Worth a thousand words and more.
When Lee Brice first entered the country consciousness with the Top 30 hit “She Ain’t Right” in 2007, his voice carrying over FM radio waves like honey trickling through lines of melody etched in leather, his rugged sound and raw emotion spoke for a new generation of Nashville recording artists. “I love what I’m hearing on the radio today,” Brice said. “People aren’t trying to be perfect or slick anymore. It reminds me of records back in the day, when everything sounded like it was played live. I’d love it if someday people could look back on what I’m doing now too and say, ‘When Lee Brice came around, something changed in a positive way.’” As follow‐up singles “Happy Endings,” “Upper Middle Class White Trash,” and “Love Like Crazy” have doggedly climbed the charts, Brice has continued to change the landscape of country with images inspired by the Carolina backcountry where he was raised—of a tightly packed car heading from Myrtle Beach into the sunset, of a trailer park full of Cadillacs, of 58 years of marriage lived in a 2‐story house on Maple Street.

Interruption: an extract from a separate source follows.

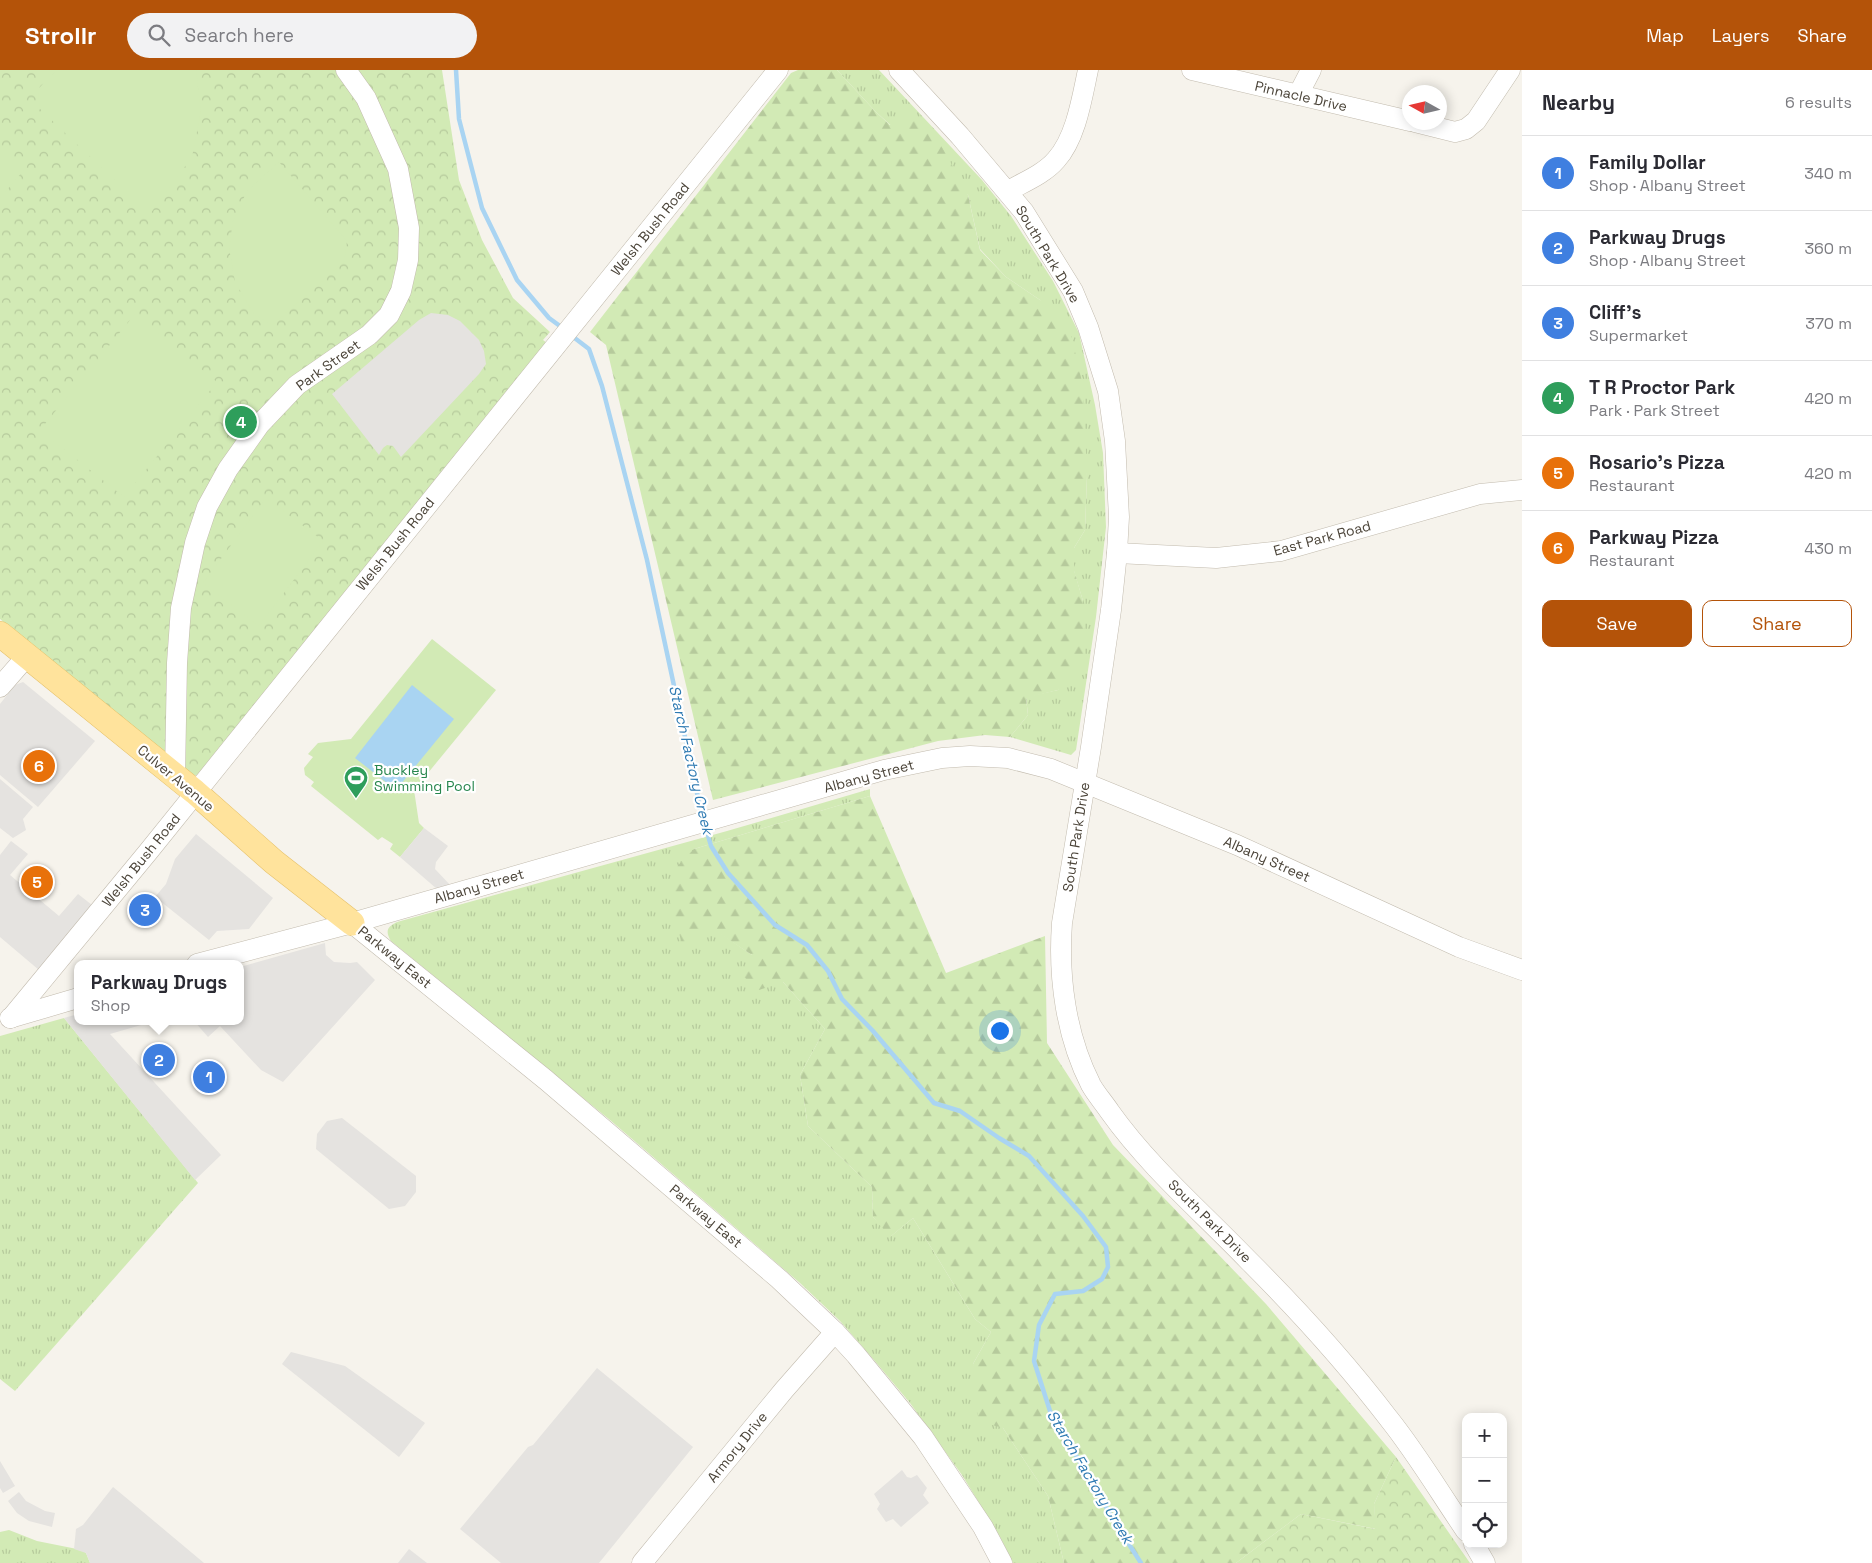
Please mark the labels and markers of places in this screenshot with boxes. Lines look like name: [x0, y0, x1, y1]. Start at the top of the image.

Not only has Brice established himself as one of the most promising new voices in country, he has proven himself as one of Nashville’s top tunesmiths, with cuts by Jason Aldean, Adam Gregory, Tim McGraw, Blake Shelton, and Garth Brooks to his credit. “More Than A Memory,” the Garth Brooks smash that became the first song in Billboard chart history to debut at #1, seems more like a dream to Brice, who names Garth as his first major musical influence. As a young boy, Brice was raised on Gospel in church and the harmonies of Alabama, The Oak Ridge Boys, and the Statler Brothers at home, largely sheltered from the popular music of the day. “I got my first clock radio when I was twelve,” Brice recalls, “just as Garth was becoming huge. He’s the reason I first picked up a guitar to write, and he had a definite effect on my writing.”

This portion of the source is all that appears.